Wednesday, April 5, 2023
(in North America and South America)
Thursday, April 6, 2023
(outside of North American and South America)
©2023 University of Waterloo
Time: 75 minutes
Number of Questions: 4
Each question is worth 10 marks.
Calculating devices are allowed, provided that they do not have any of the following features: (i) internet access, (ii) the ability to communicate with other devices, (iii) information previously stored by students (such as formulas, programs, notes, etc.), (iv) a computer algebra system, (v) dynamic geometry software.

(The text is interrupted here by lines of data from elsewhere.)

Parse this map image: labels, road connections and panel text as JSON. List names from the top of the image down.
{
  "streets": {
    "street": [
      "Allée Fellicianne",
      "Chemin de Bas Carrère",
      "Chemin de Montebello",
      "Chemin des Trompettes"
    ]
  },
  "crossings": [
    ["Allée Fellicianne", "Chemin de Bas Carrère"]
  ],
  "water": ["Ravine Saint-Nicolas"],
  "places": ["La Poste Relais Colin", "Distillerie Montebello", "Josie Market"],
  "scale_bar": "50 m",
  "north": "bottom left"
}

Parts of each question can be of two types:
WRITE ALL ANSWERS IN THE ANSWER BOOKLET PROVIDED.
Useful Fact:
It may be helpful to know that the sum of the \(n\) integers from 1 to \(n\) equals \(\frac{1}{2}n(n+1)\);
that is, \(1+2+3+\cdots+
(n-1)+n=\frac{1}{2}n(n+1)\).
At Monday’s practice, Lonnie sprints 200 m a total of 24 times. At Tuesday’s practice, he sprints 240 m a total of 20 times. On both days, he rests for 30 s between each consecutive pair of sprints. Lonnie sprints at a constant speed of 8 m/s.
On Monday, how many times does Lonnie
take the 30 s rest between consecutive pairs of sprints?
On Monday, determine Lonnie’s total
practice time. That is, determine the total number of seconds between
the start of his first sprint and the end of his last sprint, including
the rests.
Determine how many fewer seconds
Tuesday’s practice will take compared to Monday’s practice.
Consider the following arrangement of positive integers.
\(1\) | ||||
\(2\) | \(4\) | |||
\(5\) | \(7\) | \(9\) | ||
\(10\) | \(12\) | \(14\) | \(16\) | |
\(\vdots\) |
The 1st row includes the odd integer \(1\), and the 2nd row includes the two even integers \(2\) and \(4\). For \(k\geq2\), the \(k\)th row
begins with the integer that is one more than the last integer in the previous row,
includes, in increasing order, \(k\) consecutive odd integers when \(k\) is odd, and
includes, in increasing order, \(k\) consecutive even integers when \(k\) is even.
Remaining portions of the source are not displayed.